The day before Brown’s visit, officials in Riverside County, Utah, Arizona, and Nevada launched a massive crackdown on the Vagos, which had a chapter in Hemet and a supposed history of violence toward police. They arrested thirty members from Riverside County on drug and weapons charges.

Pacheco painted the Vagos as a 2,000-strong, evil gang, and said the sleepy town of Hemet was “Ground Zero.”

Hemet police chief Richard Dana was afraid to let his team investigate the crime scene during the twilight hours. “I wasn’t going to leave my men out there alone,” he said. “Maybe this was an attempt to get them out in the open and attack again.”

Down the street from the crime scene, new barricades and barbed wire were strung around the gang task-force facility. The city of Hemet quickly spent an additional $155,000 on barricades and fences. It took on the appearance of a fortress. The ATF and FBI were called to investigate, along with explosive-sniffing dogs.

The next day, blast-proof glass was installed in the Hemet Police Department windows, and roadblocks were set up around the facility. Officers monitored surveillance cameras 24/7. Overnight, Hemet became a war zone.

For more than five decades, Hemet had been considered a sleepy retirement community. Dairy cows roamed vast, rolling fields. Gradually large sprawling farms and ranch homes surrounded by stately pepper and oak shade trees were mowed down to make way for cookie-cutter, stucco tract homes and lackluster strip malls. Young families, looking to escape the city and live cheaply, flocked to the base of the San Jacinto Mountains. But members from 100 different clubs and gangs from Los Angeles and Moreno Valley also moved into Hemet.

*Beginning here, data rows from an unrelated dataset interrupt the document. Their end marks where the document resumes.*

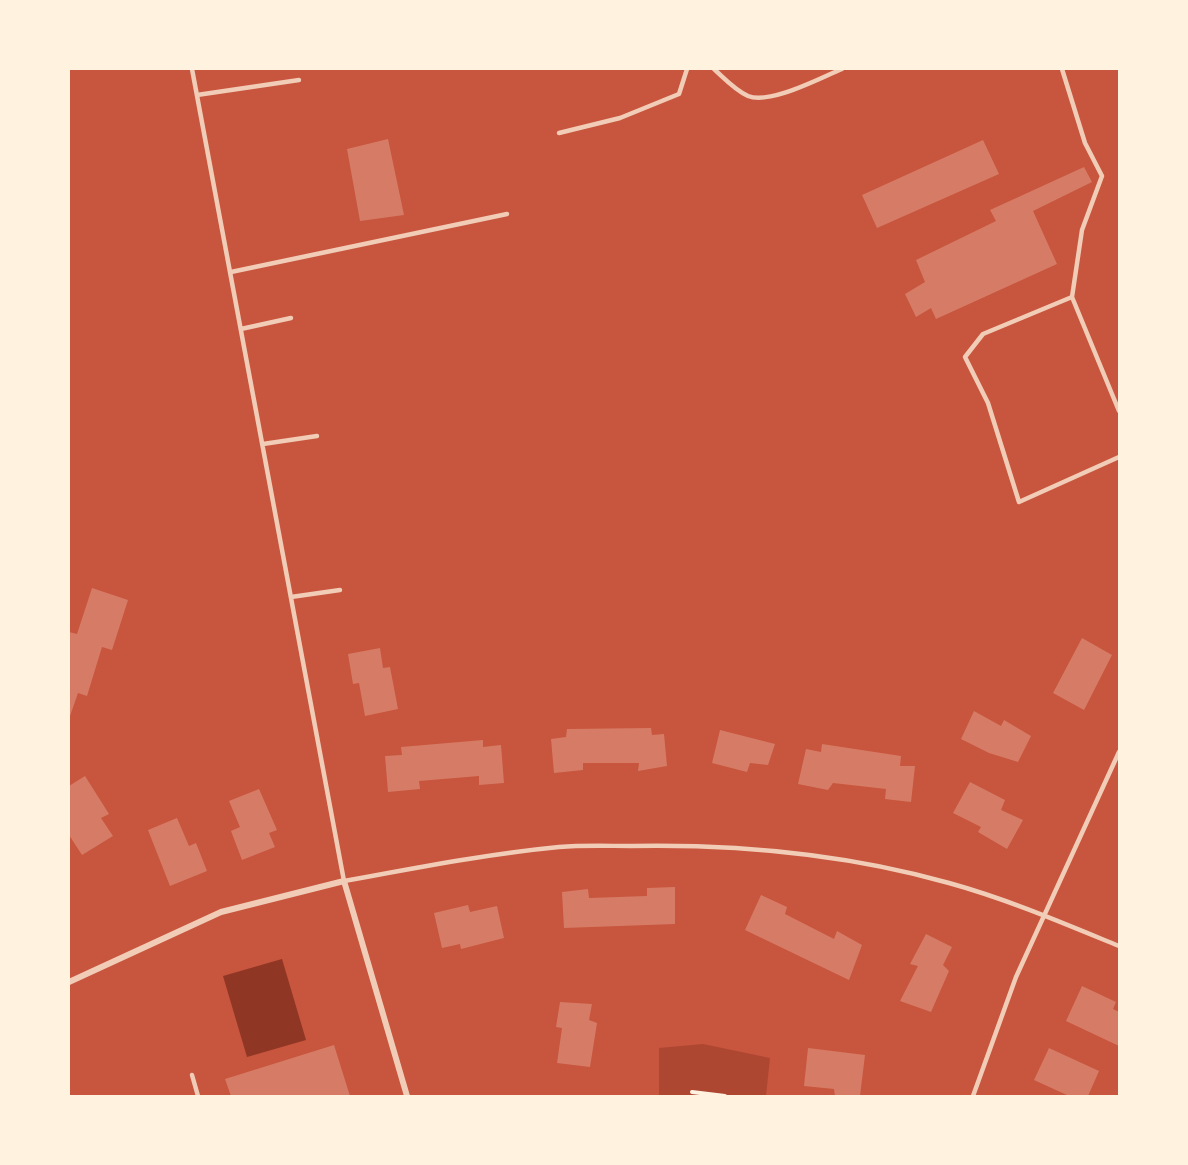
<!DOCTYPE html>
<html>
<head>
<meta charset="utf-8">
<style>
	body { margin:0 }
	#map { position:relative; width:1188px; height:1165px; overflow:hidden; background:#c8553d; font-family:Raleway,sans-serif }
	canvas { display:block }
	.frame { position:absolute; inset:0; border:70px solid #fff3e0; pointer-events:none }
</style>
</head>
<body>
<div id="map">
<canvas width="1188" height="1165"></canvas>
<div class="frame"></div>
</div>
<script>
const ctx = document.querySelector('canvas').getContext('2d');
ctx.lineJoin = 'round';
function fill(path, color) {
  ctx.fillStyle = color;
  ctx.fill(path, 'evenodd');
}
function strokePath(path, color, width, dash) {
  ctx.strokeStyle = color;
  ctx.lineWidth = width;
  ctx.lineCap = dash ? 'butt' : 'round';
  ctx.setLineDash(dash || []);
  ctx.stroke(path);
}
fill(new Path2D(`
	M703,1044L770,1058L766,1096H659V1048Z`), '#ae4732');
fill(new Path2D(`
	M282,959L306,1040L247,1057L223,976Z`), '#8f3625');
fill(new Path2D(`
	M388,139L404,215L360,221L347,149Z
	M983,140L999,174L877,228L862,195Z
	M1084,167L1092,182L1033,211L1057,264L936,319L931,308L916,317L905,294L925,282L916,260L996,221L990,210Z
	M92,588L128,600L112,650L102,647L87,696L78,693L69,719V632L77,634Z
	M1082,638L1112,655L1084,710L1053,693Z
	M380,648L383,668L390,667L398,709L365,716L359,683L353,684L348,654Z
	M974,711L1001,726L1004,720L1031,736L1018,762L989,753L961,739Z
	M651,728L652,735L664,734L667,766L638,771L639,763H583V770L554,773L551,739L566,737L567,729Z
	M720,730L775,744L768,765L750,763L747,772L712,763Z
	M483,740V747L501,745L504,783L479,785V776L419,781L420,789L388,792L385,756L402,755L401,747Z
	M822,744L901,756L900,766H915L911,802L885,799L886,789L833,783L828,790L798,784L806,749L821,752Z
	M85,776L109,814L101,818L113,836L82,855L69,835V786Z
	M970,782L1005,800L1001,810L1023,820L1007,849L978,832L981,827L953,813Z
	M259,789L277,830L269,833L275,847L242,860L231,831L240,827L229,801Z
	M177,818L189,846L196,843L207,871L170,886L148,830Z
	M675,887V924L564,928L562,892L588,889L589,898L647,896V888Z
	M761,895L787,907L785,914L834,939L837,931L862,945L849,980L745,930Z
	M468,905L470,912L497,906L504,938L461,949L460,944L442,948L434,913Z
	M926,934L952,947L943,965L949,971L931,1012L900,1001L918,966L910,964Z
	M1082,986L1116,1002L1113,1009L1119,1012V1046L1066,1021Z
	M560,1002L592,1004L589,1020L597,1023L590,1067L557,1063L562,1028L556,1027Z
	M334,1045L350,1096H231L225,1079Z
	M808,1048L865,1055L860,1096H835L834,1089L804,1086Z
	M1049,1048L1099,1071L1088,1096H1069L1034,1080Z`), '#d67c66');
strokePath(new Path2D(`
	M692,1092L725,1096`), '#fff3e0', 4);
strokePath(new Path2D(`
	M192,69L344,881C416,868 487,854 559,847C583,845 607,846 631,846C738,844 846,854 949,883C1007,899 1063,923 1119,946
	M714,69C725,79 735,90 748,96C770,105 820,78 842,69
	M1062,69L1085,143L1102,176L1082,230L1072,297L1119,411
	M197,95L299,80
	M559,133L620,118L679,94L687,69
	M231,272L507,214
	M1072,297L983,334L965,357L988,403L1019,502L1119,457
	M241,329L291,318
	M263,444L317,436
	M291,597L340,590
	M192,1075L198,1096
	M973,1096L1016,977L1119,752`), '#f1ccb7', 4.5);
strokePath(new Path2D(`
	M69,982L221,912L344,881L407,1096`), '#f1ccb7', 6);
</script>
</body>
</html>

One month local law enforcement arrested thirty-three Vagos in their paranoid move to find the perpetrators of the attacks against their gang task force. The next month they arrested another twenty-three, searched thirty-five locations in the vicinity, and seized sixteen weapons. Riverside County District Attorney Rod Pacheco said in an interview that the Vagos were “an extreme threat to law enforcement.”

During one of these Hemet-related raids in Desert Hot Springs, a SWAT team raided a dentist’s office during working hours. “The office was full of patients when they stormed in,” Terry said. The dentist was a member of the Vagos, and he immediately sued the agency behind the raid.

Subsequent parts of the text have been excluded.